Your goal: Which of the lines below include "Jeanne"? Each one should be copied out.

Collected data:
◇ ◇ ◇ ◇

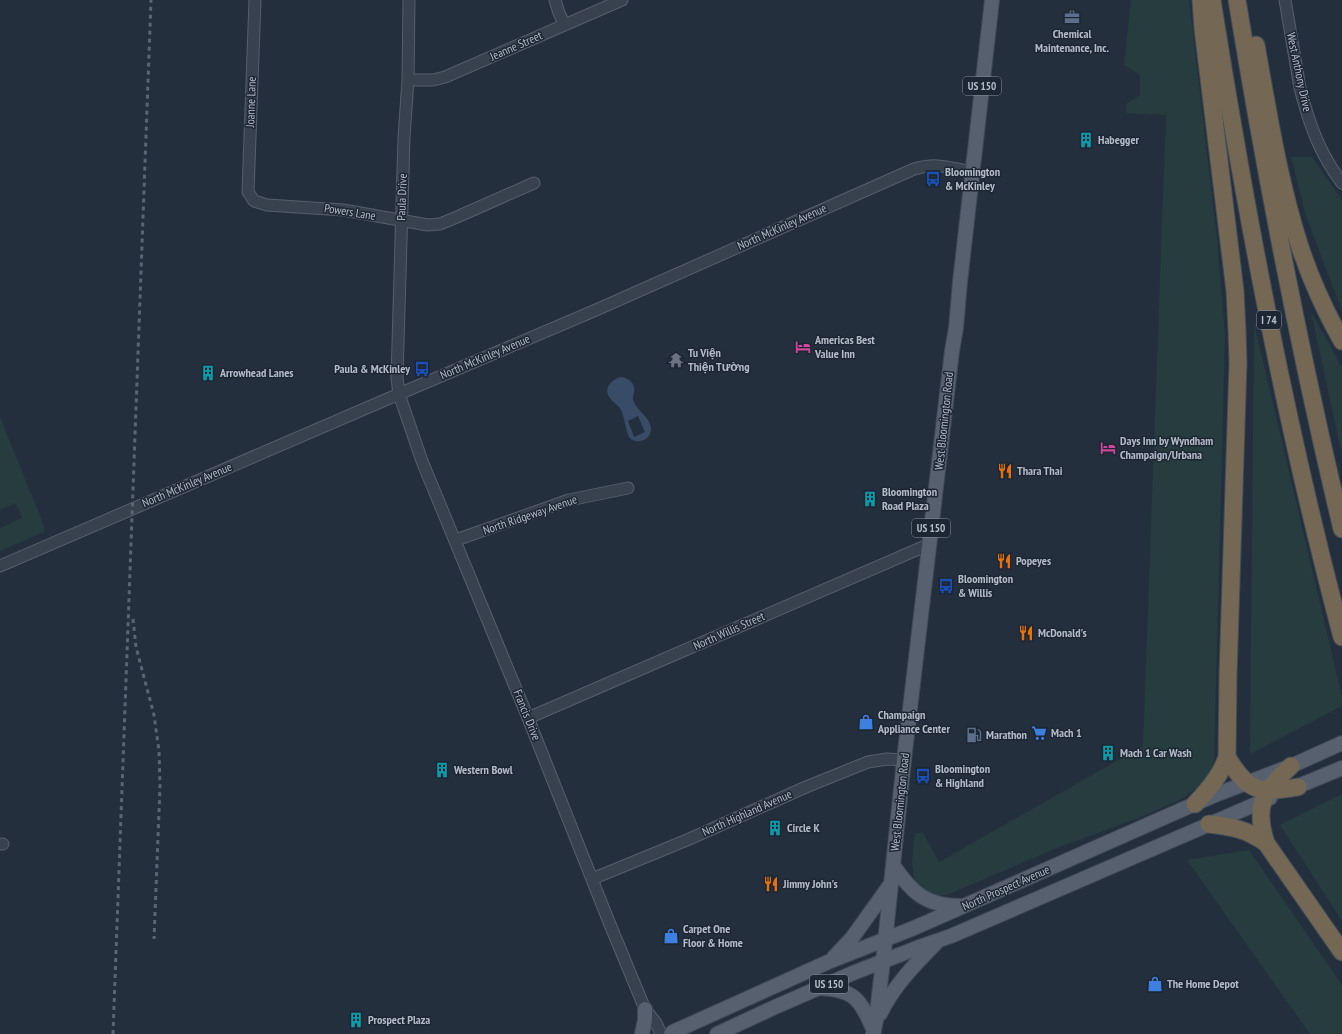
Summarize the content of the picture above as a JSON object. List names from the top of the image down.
{
  "streets": {
    "highway": ["I 74"],
    "main road": ["US 150", "West Bloomington Road", "North Prospect Avenue"],
    "street": [
      "Jeanne Street",
      "West Anthony Drive",
      "Joanne Lane",
      "Paula Drive",
      "Powers Lane",
      "North McKinley Avenue",
      "North Ridgeway Avenue",
      "North Willis Street",
      "Francis Drive",
      "North Highland Avenue"
    ]
  },
  "crossings": [
    ["Jeanne Street", "Paula Drive"],
    ["Joanne Lane", "Powers Lane"],
    ["Paula Drive", "Powers Lane"],
    ["Paula Drive", "North McKinley Avenue"],
    ["Paula Drive", "Francis Drive"],
    ["North McKinley Avenue", "West Bloomington Road"],
    ["North McKinley Avenue", "Francis Drive"],
    ["West Bloomington Road", "North Willis Street"],
    ["West Bloomington Road", "North Highland Avenue"],
    ["West Bloomington Road", "North Prospect Avenue"],
    ["North Ridgeway Avenue", "Francis Drive"],
    ["North Willis Street", "Francis Drive"],
    ["Francis Drive", "North Highland Avenue"]
  ],
  "places": {
    "office": ["Chemical Maintenance, Inc."],
    "building": [
      "Habegger",
      "Arrowhead Lanes",
      "Bloomington Road Plaza",
      "Mach 1 Car Wash",
      "Western Bowl",
      "Circle K",
      "Prospect Plaza"
    ],
    "bus stop": [
      "Bloomington & McKinley",
      "Paula & McKinley",
      "Bloomington & Willis",
      "Bloomington & Highland"
    ],
    "hotel": ["Americas Best Value Inn", "Days Inn by Wyndham Champaign/Urbana"],
    "temple": ["Tu Viện Thiện Tường"],
    "restaurant": [
      "Thara Thai",
      "Popeyes",
      "McDonald's",
      "Jimmy John's"
    ],
    "shop": ["Champaign Appliance Center", "Carpet One Floor & Home", "The Home Depot"],
    "supermarket": ["Mach 1"],
    "fuel station": ["Marathon"]
  }
}
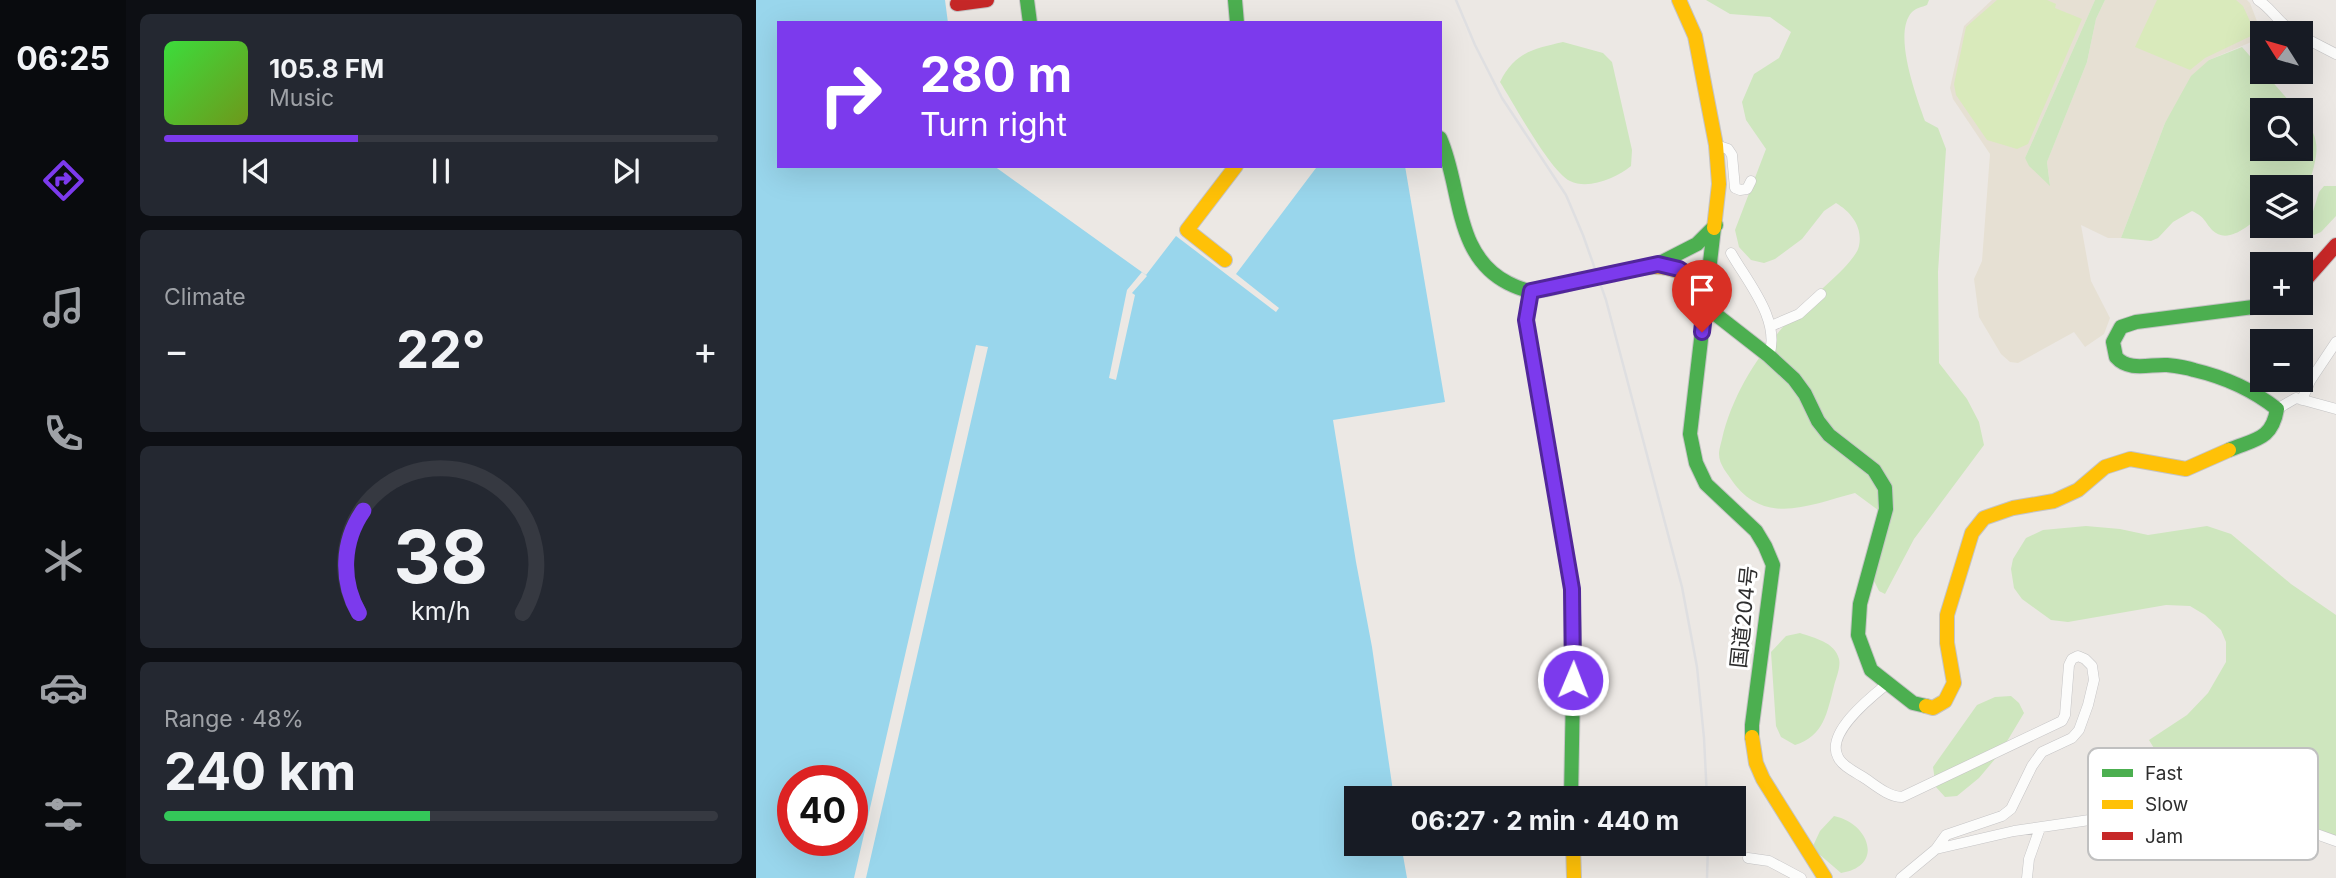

◇ ◇ ◇ ◇

Result of the exercise:
      "Jeanne Street",
    ["Jeanne Street", "Paula Drive"],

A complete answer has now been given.